El salón tiene hoy un tinte distinto, el sabor de las tostadas tampoco es el mismo, y el té recién hecho no quema la garganta cuando lo bebo. Qué extraño.
Intento recordar lo que soñé anoche, busco por los recobecos más profundos de mi memoria, pero nada. No recuerdo nada. Sin embargo, me gusta este día, me gusta el nuevo sentir de este salón, me gusta la ligera brisa que se cuela entre las rendijas de mi ventana, el sonido del tráfico por la mañana. Me gusta.
Despertar tiene bastantes acepciones, podemos referirnos al momento en el que algo o alguien se despierta, al inicio o el desarrollo de alguna actividad, a la interrupción del sueño, traer a la memoria una cosa olvidada, experimentar una sensación... Y puede que muchas más, pero hoy no me refiero a ninguna de ellas.

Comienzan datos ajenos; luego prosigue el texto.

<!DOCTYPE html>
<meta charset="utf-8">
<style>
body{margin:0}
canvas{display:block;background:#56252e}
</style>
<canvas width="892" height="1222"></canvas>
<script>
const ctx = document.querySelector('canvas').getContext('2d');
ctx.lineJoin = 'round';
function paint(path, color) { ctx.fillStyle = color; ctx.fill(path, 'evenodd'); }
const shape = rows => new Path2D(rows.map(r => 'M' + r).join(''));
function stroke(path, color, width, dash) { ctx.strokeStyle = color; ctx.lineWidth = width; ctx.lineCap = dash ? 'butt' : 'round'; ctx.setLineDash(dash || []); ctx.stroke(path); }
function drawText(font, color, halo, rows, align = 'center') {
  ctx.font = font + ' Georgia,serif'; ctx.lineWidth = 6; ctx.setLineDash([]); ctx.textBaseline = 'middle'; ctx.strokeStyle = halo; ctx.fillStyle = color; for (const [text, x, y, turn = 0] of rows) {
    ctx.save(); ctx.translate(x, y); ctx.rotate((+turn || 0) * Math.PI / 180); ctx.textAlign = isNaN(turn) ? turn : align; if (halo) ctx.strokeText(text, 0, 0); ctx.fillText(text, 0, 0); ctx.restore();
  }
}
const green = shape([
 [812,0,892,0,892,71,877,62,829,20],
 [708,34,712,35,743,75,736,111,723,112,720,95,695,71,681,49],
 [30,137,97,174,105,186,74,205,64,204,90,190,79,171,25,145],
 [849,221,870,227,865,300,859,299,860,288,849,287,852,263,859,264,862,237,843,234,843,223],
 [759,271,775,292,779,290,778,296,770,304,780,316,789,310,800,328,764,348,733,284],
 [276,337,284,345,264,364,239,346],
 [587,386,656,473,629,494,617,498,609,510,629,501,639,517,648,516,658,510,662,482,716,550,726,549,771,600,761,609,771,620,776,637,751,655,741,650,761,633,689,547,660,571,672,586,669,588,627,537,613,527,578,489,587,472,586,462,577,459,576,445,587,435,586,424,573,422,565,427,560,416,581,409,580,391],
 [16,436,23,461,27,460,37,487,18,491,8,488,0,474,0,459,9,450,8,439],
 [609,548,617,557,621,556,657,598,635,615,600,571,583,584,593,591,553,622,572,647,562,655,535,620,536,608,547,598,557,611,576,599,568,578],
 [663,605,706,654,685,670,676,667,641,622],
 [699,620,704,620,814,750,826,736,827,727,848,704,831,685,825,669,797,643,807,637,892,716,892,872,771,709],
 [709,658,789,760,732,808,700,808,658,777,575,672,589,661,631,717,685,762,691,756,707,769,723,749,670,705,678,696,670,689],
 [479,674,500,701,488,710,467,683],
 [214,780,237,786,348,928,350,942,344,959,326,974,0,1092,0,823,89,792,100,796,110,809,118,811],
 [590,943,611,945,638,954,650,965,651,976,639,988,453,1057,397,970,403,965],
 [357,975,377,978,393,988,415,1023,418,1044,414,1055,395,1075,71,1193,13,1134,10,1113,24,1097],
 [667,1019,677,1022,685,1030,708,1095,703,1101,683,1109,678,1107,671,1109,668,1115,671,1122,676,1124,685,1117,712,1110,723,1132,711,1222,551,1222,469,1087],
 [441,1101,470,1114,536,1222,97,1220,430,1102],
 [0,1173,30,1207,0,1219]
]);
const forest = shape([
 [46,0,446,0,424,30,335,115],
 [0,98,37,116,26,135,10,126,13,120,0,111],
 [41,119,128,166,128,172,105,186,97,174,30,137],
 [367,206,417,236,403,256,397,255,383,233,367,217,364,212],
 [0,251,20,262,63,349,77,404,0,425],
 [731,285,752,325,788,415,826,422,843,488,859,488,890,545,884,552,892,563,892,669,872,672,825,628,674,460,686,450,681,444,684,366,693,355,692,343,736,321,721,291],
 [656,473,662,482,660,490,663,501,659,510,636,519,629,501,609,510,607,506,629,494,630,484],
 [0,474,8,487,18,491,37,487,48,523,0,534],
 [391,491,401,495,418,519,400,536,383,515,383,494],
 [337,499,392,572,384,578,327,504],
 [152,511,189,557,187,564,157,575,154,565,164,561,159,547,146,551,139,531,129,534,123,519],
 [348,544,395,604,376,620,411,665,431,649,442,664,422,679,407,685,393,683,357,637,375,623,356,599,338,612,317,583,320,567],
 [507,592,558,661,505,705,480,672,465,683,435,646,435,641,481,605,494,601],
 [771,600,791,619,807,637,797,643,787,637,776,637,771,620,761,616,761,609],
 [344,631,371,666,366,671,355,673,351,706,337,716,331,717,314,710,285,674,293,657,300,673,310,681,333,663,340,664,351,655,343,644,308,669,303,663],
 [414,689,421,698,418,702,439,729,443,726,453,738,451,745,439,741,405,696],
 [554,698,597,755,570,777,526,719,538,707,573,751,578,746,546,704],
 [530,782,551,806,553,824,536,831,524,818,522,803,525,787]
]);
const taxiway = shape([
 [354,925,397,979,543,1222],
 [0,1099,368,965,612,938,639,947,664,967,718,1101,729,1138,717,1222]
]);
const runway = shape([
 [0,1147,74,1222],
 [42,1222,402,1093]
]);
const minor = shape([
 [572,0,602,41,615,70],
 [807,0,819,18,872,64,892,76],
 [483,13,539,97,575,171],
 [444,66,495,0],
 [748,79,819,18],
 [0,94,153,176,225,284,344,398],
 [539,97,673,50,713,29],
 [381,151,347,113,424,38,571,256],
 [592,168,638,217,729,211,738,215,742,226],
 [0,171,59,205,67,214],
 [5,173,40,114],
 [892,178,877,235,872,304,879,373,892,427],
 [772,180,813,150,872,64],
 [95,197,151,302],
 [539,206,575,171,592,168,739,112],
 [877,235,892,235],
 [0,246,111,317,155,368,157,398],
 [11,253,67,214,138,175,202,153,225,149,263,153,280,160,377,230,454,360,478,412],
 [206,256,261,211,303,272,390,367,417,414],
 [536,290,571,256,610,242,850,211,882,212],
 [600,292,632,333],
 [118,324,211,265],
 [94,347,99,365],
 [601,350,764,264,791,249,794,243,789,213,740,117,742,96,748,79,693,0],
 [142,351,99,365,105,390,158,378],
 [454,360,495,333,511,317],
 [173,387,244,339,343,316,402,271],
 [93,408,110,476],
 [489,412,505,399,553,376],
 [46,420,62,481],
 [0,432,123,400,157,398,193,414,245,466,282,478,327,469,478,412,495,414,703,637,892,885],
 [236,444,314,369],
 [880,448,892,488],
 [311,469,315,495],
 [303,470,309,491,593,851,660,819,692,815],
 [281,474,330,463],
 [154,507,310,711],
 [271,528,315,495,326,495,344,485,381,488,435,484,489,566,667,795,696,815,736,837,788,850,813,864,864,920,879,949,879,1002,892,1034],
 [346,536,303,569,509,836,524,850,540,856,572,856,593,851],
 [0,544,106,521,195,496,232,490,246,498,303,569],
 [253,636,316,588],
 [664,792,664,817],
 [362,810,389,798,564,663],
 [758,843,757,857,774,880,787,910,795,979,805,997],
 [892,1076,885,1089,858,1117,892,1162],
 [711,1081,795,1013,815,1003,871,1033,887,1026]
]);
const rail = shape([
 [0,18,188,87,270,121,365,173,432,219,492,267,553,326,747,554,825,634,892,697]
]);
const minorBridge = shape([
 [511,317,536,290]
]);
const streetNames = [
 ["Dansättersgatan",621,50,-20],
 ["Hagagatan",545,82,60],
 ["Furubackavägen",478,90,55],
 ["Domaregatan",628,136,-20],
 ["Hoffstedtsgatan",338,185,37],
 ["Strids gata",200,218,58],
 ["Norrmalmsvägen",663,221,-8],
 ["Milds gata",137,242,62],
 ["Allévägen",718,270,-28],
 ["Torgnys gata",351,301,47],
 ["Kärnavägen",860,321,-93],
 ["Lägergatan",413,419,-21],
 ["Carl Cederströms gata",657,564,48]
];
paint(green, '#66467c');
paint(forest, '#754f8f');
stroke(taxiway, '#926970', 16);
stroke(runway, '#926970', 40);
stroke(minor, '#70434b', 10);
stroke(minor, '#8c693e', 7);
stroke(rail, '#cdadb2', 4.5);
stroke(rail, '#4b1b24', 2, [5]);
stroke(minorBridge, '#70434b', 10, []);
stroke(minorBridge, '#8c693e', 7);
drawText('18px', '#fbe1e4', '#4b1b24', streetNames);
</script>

Me refiero al despertar de la consciencia, a que, intentemos ver más allá de nuestros ojos para poder atisbar una nueva realidad, una realidad más sencilla y, al mismo tiempo, más compleja.
Salgamos hoy a la calle sin música, sin teléfonos, sin haber visto la televisión, siquiera sin haber encendido el ordenador (aunque quizá ya sea tarde). Dibujemos nuestra realidad a través de nuestros propios ojos, no mediante la visión de otras personas.
El mundo es un lugar maravilloso y aún no lo sabemos.